- The Data Protection Act (DPA) created with a view of safe guarding of personal data and people's privacy.
- The Copyright and Patents Act implemented to protect people's intellectual property and work.
- Computer Misuse Act 1990 intended to provide legal protection to digital devices belong to individuals and organisations.
As the focus of this unit concerns digital forensics and discovering who did what to which computer the main legal framework that applies in this area is the Computer Misuse Act.
There are particular sections of the Computer Misuse Act together other laws, especially governing the seizure of property and the recording of evidence prospective analysts need to be aware of.
Computer Misuse Act 1990
It is an offence to cause a computer to perform any function with intent to gain unauthorised access to any program or data held in any computer. It will be necessary to prove the access secured is unauthorised and the suspect knows this is the case. This is commonly referred to as ‘hacking’.
The Police and Justice Bill 2006 amended the maximum penalty for Section 1 offences. The offence is now triable either way, i.e. in the Magistrates Court or the Crown Court.
The maximum custodial sentence has been increased from six months to two years.
An offence is committed as per S1 but the S1 offence is committed with the intention of committing an offence or facilitating the commission of an offence. The offence to be committed must carry a sentence fixed by law or carry a sentence of imprisonment of 5 years or more. Even if it is not possible to prove the intent to commit the further offence, the S1 offence is still committed.
Max penalty: 5 years imprisonment.
An offence is committed if any person does an unauthorised act with the intention of impairing the operation of any computer. This ‘impairment’ may be such that access to data is prevented or hindered or that the operation or reliability of any program is affected. This offence carries a maximum penalty of ten years imprisonment.
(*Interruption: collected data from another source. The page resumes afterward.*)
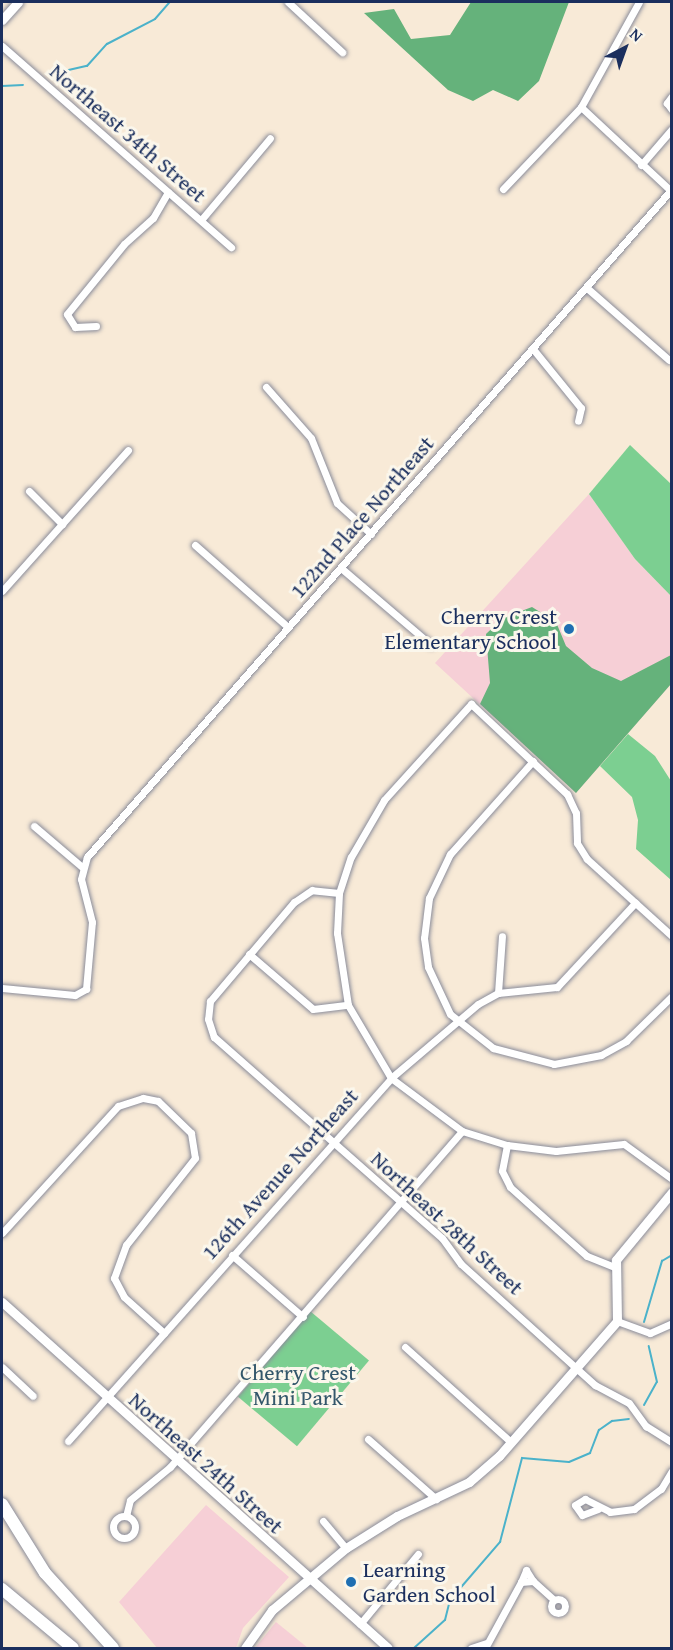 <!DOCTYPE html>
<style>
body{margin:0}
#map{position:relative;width:673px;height:1650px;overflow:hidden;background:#f8ead7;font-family:"Gentium Book Plus",serif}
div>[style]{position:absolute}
.built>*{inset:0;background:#f6cfd6}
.green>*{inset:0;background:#7ccf91;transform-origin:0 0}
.forest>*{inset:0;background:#65b27b}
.stream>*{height:2px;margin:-1px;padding:0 1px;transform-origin:1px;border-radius:1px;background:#4bb2ca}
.roads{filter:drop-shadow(0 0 2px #8a8c9a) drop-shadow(0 0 2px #8a8c9a)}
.minor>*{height:7px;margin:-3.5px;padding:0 3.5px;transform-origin:3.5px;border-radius:3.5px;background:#fff}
.minor>.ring{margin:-3.5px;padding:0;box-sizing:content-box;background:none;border:7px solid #fff;border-radius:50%}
.tertiary>*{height:9px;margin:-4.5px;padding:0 4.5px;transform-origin:4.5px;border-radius:4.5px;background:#fff}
.motorway>*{height:12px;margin:-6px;padding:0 6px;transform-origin:6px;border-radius:6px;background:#fff}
.dots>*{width:16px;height:16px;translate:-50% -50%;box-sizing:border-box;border:3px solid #fbf7ec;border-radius:50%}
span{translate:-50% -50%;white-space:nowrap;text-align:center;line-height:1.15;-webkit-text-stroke:6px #fbf7ec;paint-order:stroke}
.street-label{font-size:22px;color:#1b2f5e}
.poi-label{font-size:22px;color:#1b2f5e}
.right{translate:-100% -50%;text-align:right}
.left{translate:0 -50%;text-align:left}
.park-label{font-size:22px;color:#33576b}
.frame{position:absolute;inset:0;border:3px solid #1b2f5e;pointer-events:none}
.north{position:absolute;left:595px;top:18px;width:60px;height:60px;-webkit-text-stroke:4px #fbf7ec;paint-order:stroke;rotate:41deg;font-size:16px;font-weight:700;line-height:24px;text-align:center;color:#1b2f5e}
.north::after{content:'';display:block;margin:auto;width:21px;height:27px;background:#1b2f5e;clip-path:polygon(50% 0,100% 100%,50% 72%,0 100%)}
</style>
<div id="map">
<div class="built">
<div style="clip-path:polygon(589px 494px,635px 559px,671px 596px,671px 684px,576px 793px,435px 663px)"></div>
<div style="clip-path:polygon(206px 1505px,289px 1577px,243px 1628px,236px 1648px,157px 1648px,119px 1602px)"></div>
<div style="clip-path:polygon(276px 1622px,308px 1648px,255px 1648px)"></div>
</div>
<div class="green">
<div style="clip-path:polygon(630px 445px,671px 484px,671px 596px,635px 559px,589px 494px)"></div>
<div style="clip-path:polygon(628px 734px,655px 756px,671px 781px,671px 880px,636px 849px,638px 820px,632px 797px,600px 766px)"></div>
<div style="left:310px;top:1311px;width:77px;height:112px;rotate:40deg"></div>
</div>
<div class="forest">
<div style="clip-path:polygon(471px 2px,569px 2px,539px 81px,518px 101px,493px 90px,473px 101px,448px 90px,364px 13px,394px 9px,411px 39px,450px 35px)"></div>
<div style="clip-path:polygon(532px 607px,556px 622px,566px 646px,592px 668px,621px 681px,671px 655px,671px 684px,576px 793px,480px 704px,490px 683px,486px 634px,503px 618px)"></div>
</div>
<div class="stream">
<div style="left:51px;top:74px;width:37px;rotate:-13deg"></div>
<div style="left:87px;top:66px;width:30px;rotate:-48deg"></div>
<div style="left:107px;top:44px;width:54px;rotate:-27.5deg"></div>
<div style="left:155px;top:19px;width:23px;rotate:-49deg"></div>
<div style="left:2px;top:86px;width:21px;rotate:-3deg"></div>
<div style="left:644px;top:1322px;width:64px;rotate:-73.6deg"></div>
<div style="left:662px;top:1261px;width:12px;rotate:-31deg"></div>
<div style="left:644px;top:1405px;width:26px;rotate:-61deg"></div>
<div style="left:657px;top:1382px;width:37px;rotate:-103deg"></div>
<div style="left:414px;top:1648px;width:42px;rotate:-42.1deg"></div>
<div style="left:445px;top:1620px;width:21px;rotate:-76deg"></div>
<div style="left:450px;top:1600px;width:77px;rotate:-49.2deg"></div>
<div style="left:500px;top:1542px;width:87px;rotate:-75.3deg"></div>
<div style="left:522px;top:1458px;width:47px;rotate:4.9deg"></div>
<div style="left:569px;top:1462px;width:23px;rotate:-23deg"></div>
<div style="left:590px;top:1453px;width:25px;rotate:-69deg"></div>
<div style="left:599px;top:1430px;width:16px;rotate:-35deg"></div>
<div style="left:612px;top:1421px;width:17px;rotate:-7deg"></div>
</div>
<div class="roads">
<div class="minor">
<div style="left:288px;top:2px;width:74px;rotate:42.8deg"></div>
<div style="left:2px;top:46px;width:305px;rotate:41.3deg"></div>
<div style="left:672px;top:96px;width:9px;rotate:126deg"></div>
<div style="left:667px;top:103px;width:9px;rotate:54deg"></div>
<div style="left:581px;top:107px;width:125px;rotate:43deg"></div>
<div style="left:581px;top:107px;width:120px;rotate:-61.1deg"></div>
<div style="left:641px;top:165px;width:48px;rotate:-49.3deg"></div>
<div style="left:503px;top:189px;width:113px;rotate:-46.4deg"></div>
<div style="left:201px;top:220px;width:107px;rotate:-49.9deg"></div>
<div style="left:587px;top:288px;width:109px;rotate:41.3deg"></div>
<div style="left:96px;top:326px;width:21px;rotate:177deg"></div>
<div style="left:75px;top:327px;width:15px;rotate:-122deg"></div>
<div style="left:67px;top:314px;width:90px;rotate:-50.8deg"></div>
<div style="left:124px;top:244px;width:39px;rotate:-42deg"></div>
<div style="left:153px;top:218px;width:30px;rotate:-60deg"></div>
<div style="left:533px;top:349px;width:76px;rotate:50.9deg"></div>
<div style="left:581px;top:408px;width:13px;rotate:103deg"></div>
<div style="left:266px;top:387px;width:68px;rotate:48.6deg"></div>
<div style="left:311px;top:438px;width:70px;rotate:68.2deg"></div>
<div style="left:337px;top:503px;width:46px;rotate:42.4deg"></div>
<div style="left:29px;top:491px;width:47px;rotate:45deg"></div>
<div style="left:195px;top:545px;width:124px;rotate:41.4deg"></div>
<div style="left:341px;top:568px;width:118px;rotate:40.5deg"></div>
<div style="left:2px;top:591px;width:189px;rotate:-48.2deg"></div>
<div style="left:533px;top:761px;width:125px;rotate:131.7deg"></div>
<div style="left:450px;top:854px;width:49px;rotate:115.5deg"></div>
<div style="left:429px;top:898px;width:40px;rotate:97.1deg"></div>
<div style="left:424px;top:938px;width:29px;rotate:82deg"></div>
<div style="left:428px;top:967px;width:52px;rotate:64.9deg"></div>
<div style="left:450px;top:1014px;width:55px;rotate:38.3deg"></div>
<div style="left:493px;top:1048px;width:63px;rotate:14.7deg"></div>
<div style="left:554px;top:1064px;width:48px;rotate:-10.8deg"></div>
<div style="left:601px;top:1055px;width:29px;rotate:-29deg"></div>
<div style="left:626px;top:1041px;width:64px;rotate:-44.4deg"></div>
<div style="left:34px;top:826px;width:63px;rotate:40.5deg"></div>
<div style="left:339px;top:893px;width:27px;rotate:-174deg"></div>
<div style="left:312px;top:890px;width:22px;rotate:146deg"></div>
<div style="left:294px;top:902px;width:130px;rotate:130.3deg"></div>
<div style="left:210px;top:1001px;width:18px;rotate:96deg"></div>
<div style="left:208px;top:1019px;width:19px;rotate:72deg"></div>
<div style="left:214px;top:1037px;width:304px;rotate:41.4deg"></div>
<div style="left:442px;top:1238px;width:32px;rotate:54deg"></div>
<div style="left:461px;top:1264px;width:181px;rotate:42.1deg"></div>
<div style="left:595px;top:1385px;width:38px;rotate:28deg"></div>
<div style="left:629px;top:1403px;width:29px;rotate:54deg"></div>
<div style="left:646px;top:1426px;width:31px;rotate:32deg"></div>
<div style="left:249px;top:954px;width:84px;rotate:40.7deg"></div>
<div style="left:313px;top:1009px;width:35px;rotate:-7deg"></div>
<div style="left:348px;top:1005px;width:85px;rotate:59.5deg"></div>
<div style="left:391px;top:1078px;width:89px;rotate:36.7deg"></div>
<div style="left:462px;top:1131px;width:47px;rotate:17.3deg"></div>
<div style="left:507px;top:1145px;width:26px;rotate:101deg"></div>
<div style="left:502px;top:1171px;width:18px;rotate:63deg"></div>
<div style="left:510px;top:1187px;width:103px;rotate:41.9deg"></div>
<div style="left:587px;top:1256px;width:29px;rotate:22deg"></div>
<div style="left:2px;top:988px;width:73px;rotate:5.5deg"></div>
<div style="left:75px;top:995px;width:13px;rotate:-29deg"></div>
<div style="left:86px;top:989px;width:67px;rotate:-84.9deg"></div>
<div style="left:92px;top:922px;width:44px;rotate:-104.3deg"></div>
<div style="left:81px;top:879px;width:23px;rotate:-75deg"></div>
<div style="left:87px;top:857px;width:885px;rotate:-48.8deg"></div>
<div style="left:498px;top:993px;width:57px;rotate:-86deg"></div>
<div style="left:348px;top:1005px;width:73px;rotate:-98.7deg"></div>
<div style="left:337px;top:933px;width:40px;rotate:-87.1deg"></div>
<div style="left:339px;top:893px;width:38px;rotate:-72deg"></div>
<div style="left:351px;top:857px;width:66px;rotate:-59.9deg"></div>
<div style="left:384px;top:800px;width:130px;rotate:-47.8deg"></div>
<div style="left:471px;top:704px;width:132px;rotate:43.2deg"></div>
<div style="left:567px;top:794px;width:21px;rotate:65deg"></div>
<div style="left:576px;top:813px;width:30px;rotate:88deg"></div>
<div style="left:577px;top:843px;width:19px;rotate:58deg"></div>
<div style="left:587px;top:859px;width:115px;rotate:42.2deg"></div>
<div style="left:507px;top:1145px;width:49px;rotate:7deg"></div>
<div style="left:556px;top:1151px;width:68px;rotate:-5.9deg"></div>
<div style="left:624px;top:1144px;width:59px;rotate:36.1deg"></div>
<div style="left:2px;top:1233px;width:172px;rotate:-47.6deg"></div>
<div style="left:118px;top:1106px;width:26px;rotate:-18deg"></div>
<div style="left:143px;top:1098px;width:15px;rotate:11deg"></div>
<div style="left:158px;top:1101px;width:46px;rotate:44.1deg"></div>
<div style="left:191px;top:1133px;width:25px;rotate:81deg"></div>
<div style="left:195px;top:1158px;width:111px;rotate:128.4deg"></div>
<div style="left:126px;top:1245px;width:35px;rotate:110deg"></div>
<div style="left:114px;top:1278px;width:21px;rotate:62deg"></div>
<div style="left:124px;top:1297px;width:54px;rotate:42deg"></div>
<div style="left:232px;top:1255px;width:94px;rotate:41.1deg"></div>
<div style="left:617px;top:1321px;width:35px;rotate:20deg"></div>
<div style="left:650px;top:1333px;width:24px;rotate:-24deg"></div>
<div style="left:405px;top:1347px;width:142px;rotate:41.9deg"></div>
<div style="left:2px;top:1367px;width:42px;rotate:43.1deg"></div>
<div style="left:368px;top:1439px;width:91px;rotate:41.4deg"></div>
<div style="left:68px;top:1441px;width:486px;rotate:-48.3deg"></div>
<div style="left:391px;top:1078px;width:114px;rotate:-40.4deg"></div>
<div style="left:478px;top:1004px;width:23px;rotate:-29deg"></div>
<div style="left:498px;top:993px;width:59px;rotate:-5.8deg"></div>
<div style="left:557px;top:987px;width:115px;rotate:-47.1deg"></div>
<div style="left:598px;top:1509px;width:17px;rotate:159deg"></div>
<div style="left:582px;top:1515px;width:12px;rotate:-125deg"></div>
<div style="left:575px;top:1505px;width:12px;rotate:-31deg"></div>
<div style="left:585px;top:1499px;width:28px;rotate:27deg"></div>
<div style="left:610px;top:1512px;width:24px;rotate:-7deg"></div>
<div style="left:634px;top:1509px;width:34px;rotate:-37deg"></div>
<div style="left:661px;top:1489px;width:21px;rotate:-59deg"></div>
<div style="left:126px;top:1516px;width:16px;rotate:-76deg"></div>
<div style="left:130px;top:1500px;width:52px;rotate:-39.5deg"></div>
<div style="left:170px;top:1467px;width:445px;rotate:-49deg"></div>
<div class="ring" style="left:113px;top:1516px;width:15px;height:15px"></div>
<div style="left:323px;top:1521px;width:35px;rotate:50deg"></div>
<div style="left:521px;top:1582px;width:13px;rotate:-67deg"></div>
<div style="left:526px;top:1570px;width:13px;rotate:58deg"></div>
<div class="ring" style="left:551px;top:1599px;width:7px;height:7px"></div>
<div style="left:360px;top:1624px;width:91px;rotate:-50.4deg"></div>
<div style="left:471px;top:1648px;width:16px;rotate:-18deg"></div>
<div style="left:485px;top:1648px;width:75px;rotate:-61.4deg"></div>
<div style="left:521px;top:1582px;width:12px;rotate:-5deg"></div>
<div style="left:533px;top:1581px;width:28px;rotate:42deg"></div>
</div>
<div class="tertiary">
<div style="left:2px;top:20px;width:24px;rotate:-48deg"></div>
<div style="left:2px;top:1302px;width:518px;rotate:41.87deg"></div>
<div style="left:245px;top:1648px;width:47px;rotate:-54.6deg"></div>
<div style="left:272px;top:1610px;width:97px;rotate:-40deg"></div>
<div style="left:346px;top:1548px;width:60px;rotate:-32.1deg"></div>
<div style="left:397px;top:1516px;width:80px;rotate:-25.3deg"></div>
<div style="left:469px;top:1482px;width:40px;rotate:-41deg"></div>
<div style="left:499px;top:1456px;width:179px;rotate:-48.8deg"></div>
<div style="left:617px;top:1321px;width:61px;rotate:-90.9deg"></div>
<div style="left:616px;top:1260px;width:88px;rotate:-50.5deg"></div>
</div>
<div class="motorway">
<div style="left:2px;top:1504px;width:81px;rotate:58.1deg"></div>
<div style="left:45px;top:1573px;width:101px;rotate:47.8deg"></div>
<div style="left:2px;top:1589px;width:92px;rotate:39.7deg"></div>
</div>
</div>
<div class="dots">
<div style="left:569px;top:629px;background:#1f6fb2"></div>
<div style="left:351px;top:1582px;background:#1f6fb2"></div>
</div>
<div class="street-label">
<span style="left:128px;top:133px;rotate:41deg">Northeast 34th Street</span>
<span style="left:362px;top:517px;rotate:-49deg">122nd Place Northeast</span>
<span style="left:280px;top:1174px;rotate:-48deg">126th Avenue Northeast</span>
<span style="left:447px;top:1223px;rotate:43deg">Northeast 28th Street</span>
<span style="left:206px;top:1463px;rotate:42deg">Northeast 24th Street</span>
</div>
<div class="poi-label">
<span class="right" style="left:557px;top:629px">Cherry Crest<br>Elementary School</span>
<span class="left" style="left:363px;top:1582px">Learning<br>Garden School</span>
</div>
<div class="park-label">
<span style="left:298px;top:1385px">Cherry Crest<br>Mini Park</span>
</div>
<div class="frame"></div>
<div class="north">N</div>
</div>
This offence is used instead of the Criminal Damage Act 1971, since it is not possible to criminally damage something that is not tangible. The Police and Justice Bill 2006 amended the original Section 3 Computer Misuse Act offence, unauthorised modification, and increased the maximum penalty to ten years imprisonment.
Police & Justice Bill 2006 & Police & Criminal Evidence Act (PACE) 1984
Only applicable in Scotland in cross border investigations.
The bill amends the Computer Misuse Act to make it an offence to make, supply (including offers to supply) or obtain items to commit Section 1 or Section 2 misuse offences.
This would cover for example, writing or distributing malicious software or obtaining malicious software for later use. Or even putting malicious software on media (eg USB drives) to give someone to use to load malware.
The maximum penalty is two years imprisonment.
- Section 14: Search Warrant: Police may apply for a search warrant if they believe:
- an offence has been committed
- or is about to be committed
- Section 8: Search Warrant (PACE): These can be granted by a Justice of the Peace (JP)
- if the police believe that an indictable offence has been committed
- and evidence is on the premises.
The warrant also give authority to persons accompanying the police, for example computer experts.
Criminal Justice & Police Act 2001
- Civic Government Scotland Act 1982
- Criminal Procedure Scotland Act 1995
- Common Law
Sets out the powers which can be used to seize items if it is believed to contain something or items for which authorisation has been given to search for.
In other words, the Police can seize electronic devices, if they've got reason to believe they contain evidence of a crime for which they've been given a search warrant for.
If the Police believe that something contains evidence but it can't be established at the time, maybe because its a device that switched off or password protected, then they have the right to seize it and take it away.
If the police believe that an item contains evidence which is contained in, or is part of another, for which they have have no authorisation to seize and it is not possible to separate them at the time, then both items can be taken.
In cases of digital technology, examples might include hard disks contained with larger servers.